#### TASK GOAL:
Copy the data below exactly, but not the pictures it contains.

#### Stored data:

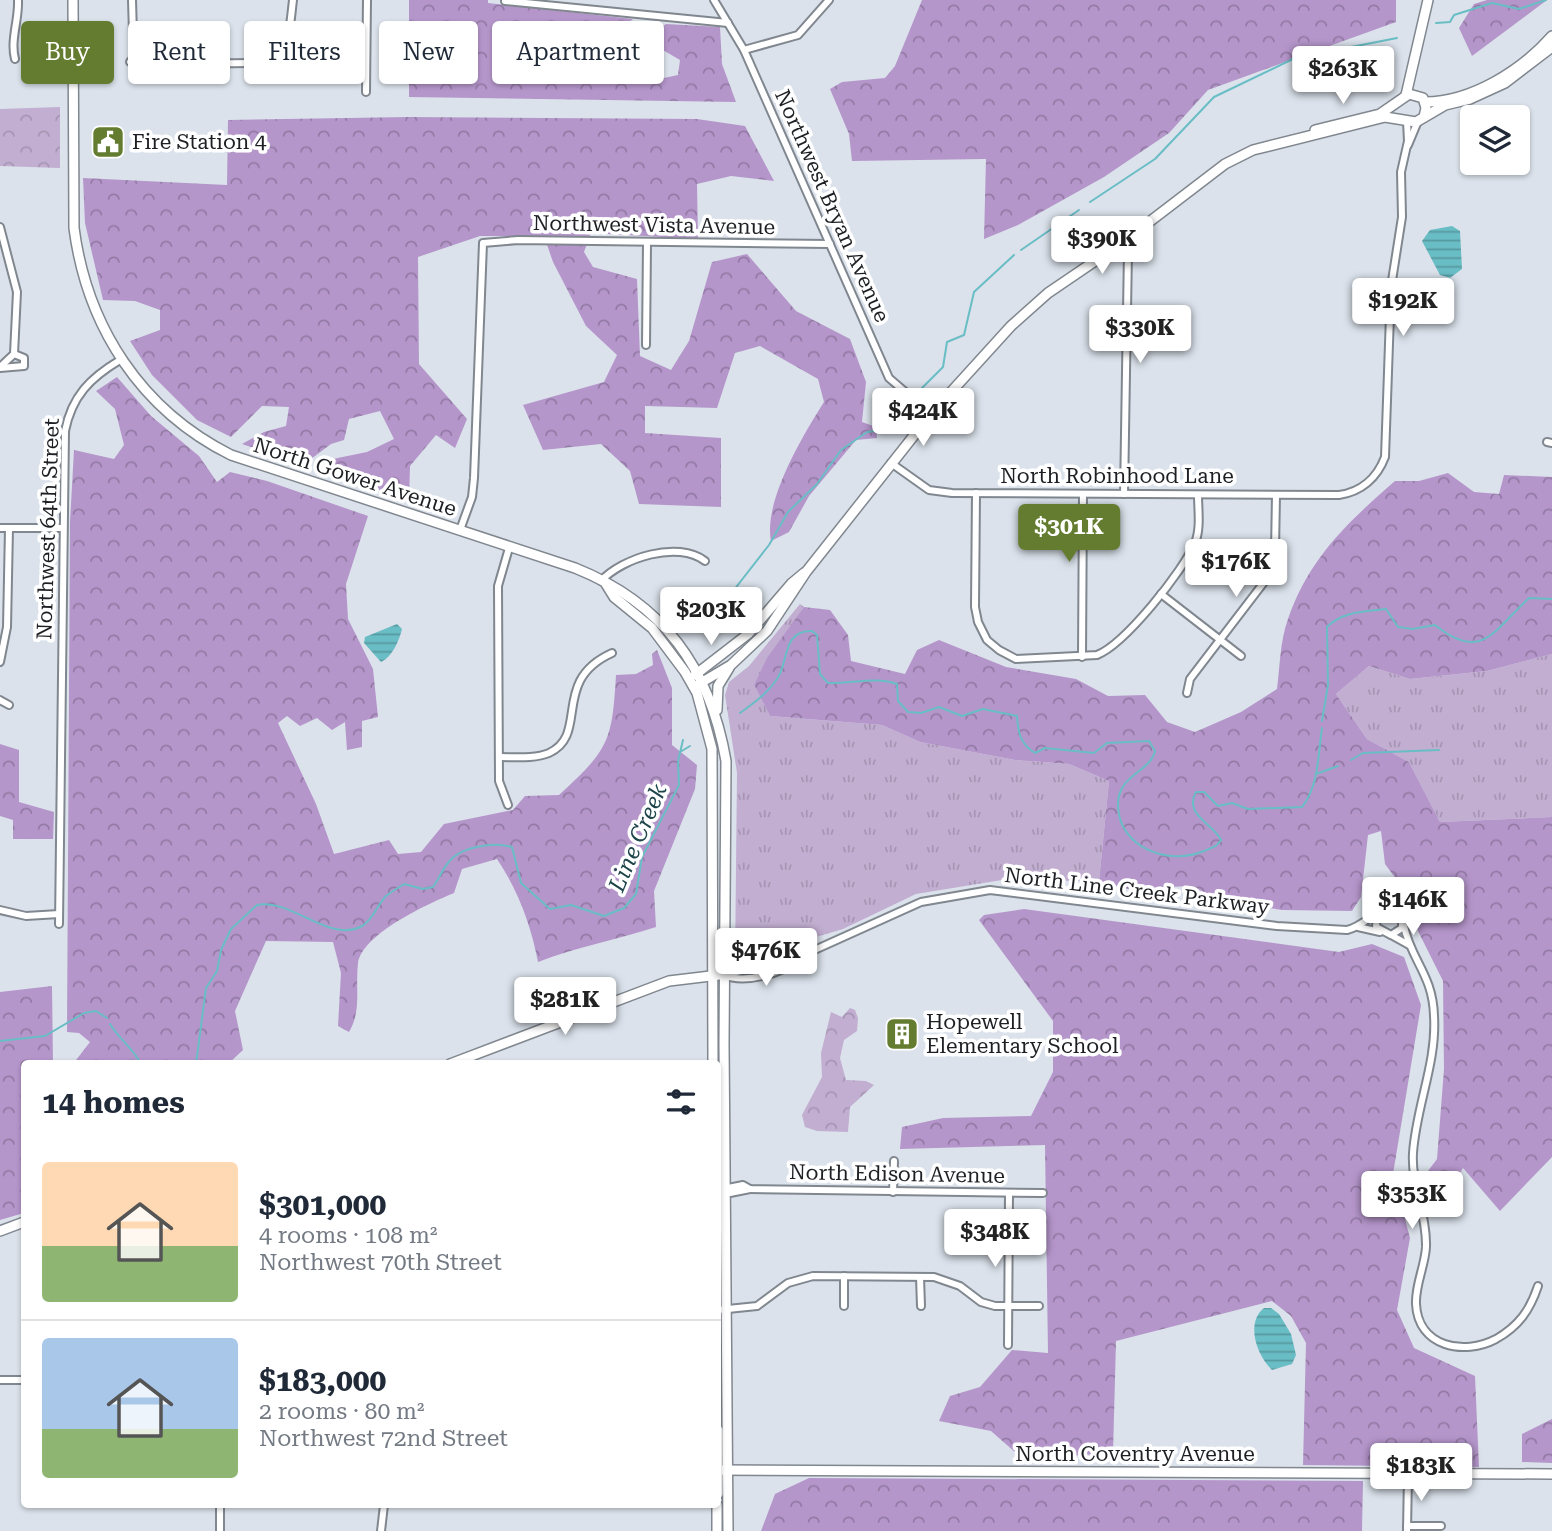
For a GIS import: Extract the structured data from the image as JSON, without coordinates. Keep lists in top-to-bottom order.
{
  "streets": {
    "main road": ["North Gower Avenue", "North Coventry Avenue"],
    "street": [
      "Northwest Bryan Avenue",
      "Northwest Vista Avenue",
      "North Robinhood Lane",
      "Northwest 64th Street",
      "North Line Creek Parkway",
      "North Edison Avenue"
    ]
  },
  "crossings": [
    ["Northwest Bryan Avenue", "Northwest Vista Avenue"],
    ["Northwest Vista Avenue", "North Gower Avenue"],
    ["North Gower Avenue", "Northwest 64th Street"],
    ["North Gower Avenue", "North Line Creek Parkway"],
    ["North Gower Avenue", "North Edison Avenue"],
    ["North Gower Avenue", "North Coventry Avenue"]
  ],
  "water": ["Line Creek"],
  "places": {
    "public building": ["Fire Station 4"],
    "building": ["Hopewell Elementary School"]
  },
  "page": {
    "chip": [
      "Buy",
      "Rent",
      "Filters",
      "New",
      "Apartment"
    ],
    "price": [
      "$263K",
      "$390K",
      "$192K",
      "$330K",
      "$424K",
      "$301K",
      "$176K",
      "$203K",
      "$146K",
      "$476K",
      "$281K",
      "$353K",
      "$348K",
      "$183K"
    ],
    "heading": "14 homes",
    "list": [
      {
        "name": "$301,000",
        "note": "4 rooms · 108 m² · Northwest 70th Street"
      },
      {
        "name": "$183,000",
        "note": "2 rooms · 80 m² · Northwest 72nd Street"
      }
    ]
  }
}
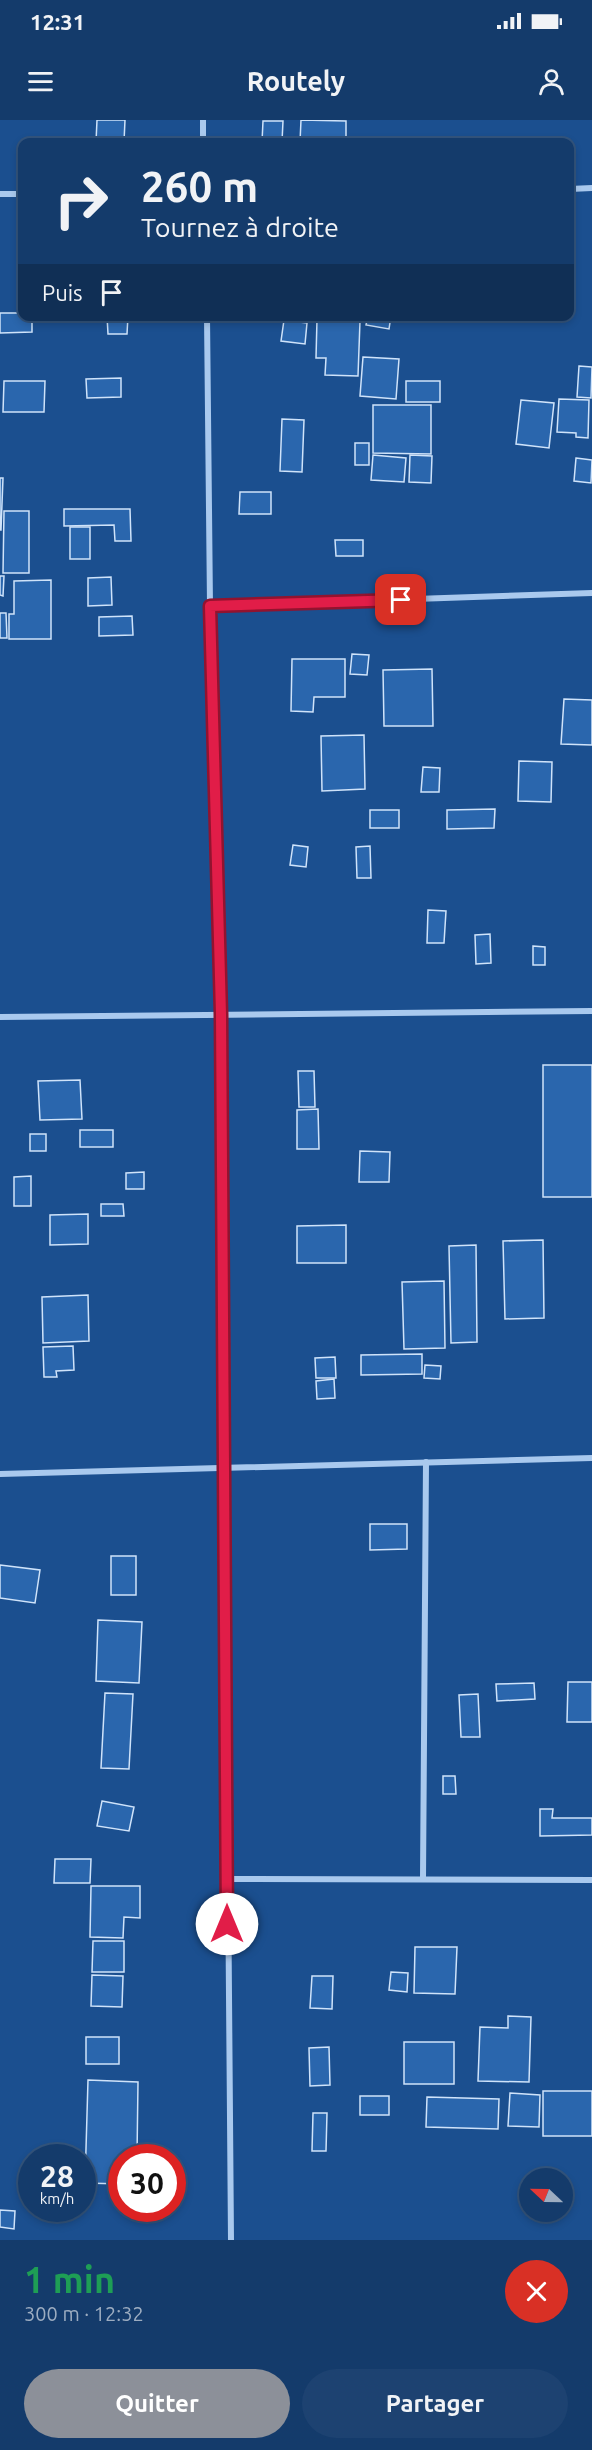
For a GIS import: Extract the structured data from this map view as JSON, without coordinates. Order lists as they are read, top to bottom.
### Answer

#### EXERCISE OUTPUT:
For a GIS import: Extract the structured data from the image as JSON, without coordinates. Keep lists in top-to-bottom order.
{
  "streets": {
    "main road": ["North Gower Avenue", "North Coventry Avenue"],
    "street": [
      "Northwest Bryan Avenue",
      "Northwest Vista Avenue",
      "North Robinhood Lane",
      "Northwest 64th Street",
      "North Line Creek Parkway",
      "North Edison Avenue"
    ]
  },
  "crossings": [
    ["Northwest Bryan Avenue", "Northwest Vista Avenue"],
    ["Northwest Vista Avenue", "North Gower Avenue"],
    ["North Gower Avenue", "Northwest 64th Street"],
    ["North Gower Avenue", "North Line Creek Parkway"],
    ["North Gower Avenue", "North Edison Avenue"],
    ["North Gower Avenue", "North Coventry Avenue"]
  ],
  "water": ["Line Creek"],
  "places": {
    "public building": ["Fire Station 4"],
    "building": ["Hopewell Elementary School"]
  },
  "page": {
    "chip": [
      "Buy",
      "Rent",
      "Filters",
      "New",
      "Apartment"
    ],
    "price": [
      "$263K",
      "$390K",
      "$192K",
      "$330K",
      "$424K",
      "$301K",
      "$176K",
      "$203K",
      "$146K",
      "$476K",
      "$281K",
      "$353K",
      "$348K",
      "$183K"
    ],
    "heading": "14 homes",
    "list": [
      {
        "name": "$301,000",
        "note": "4 rooms · 108 m² · Northwest 70th Street"
      },
      {
        "name": "$183,000",
        "note": "2 rooms · 80 m² · Northwest 72nd Street"
      }
    ]
  }
}
For a GIS import: Extract the structured data from this map view as JSON, without coordinates. Order lists as they are read, top to bottom.
### Answer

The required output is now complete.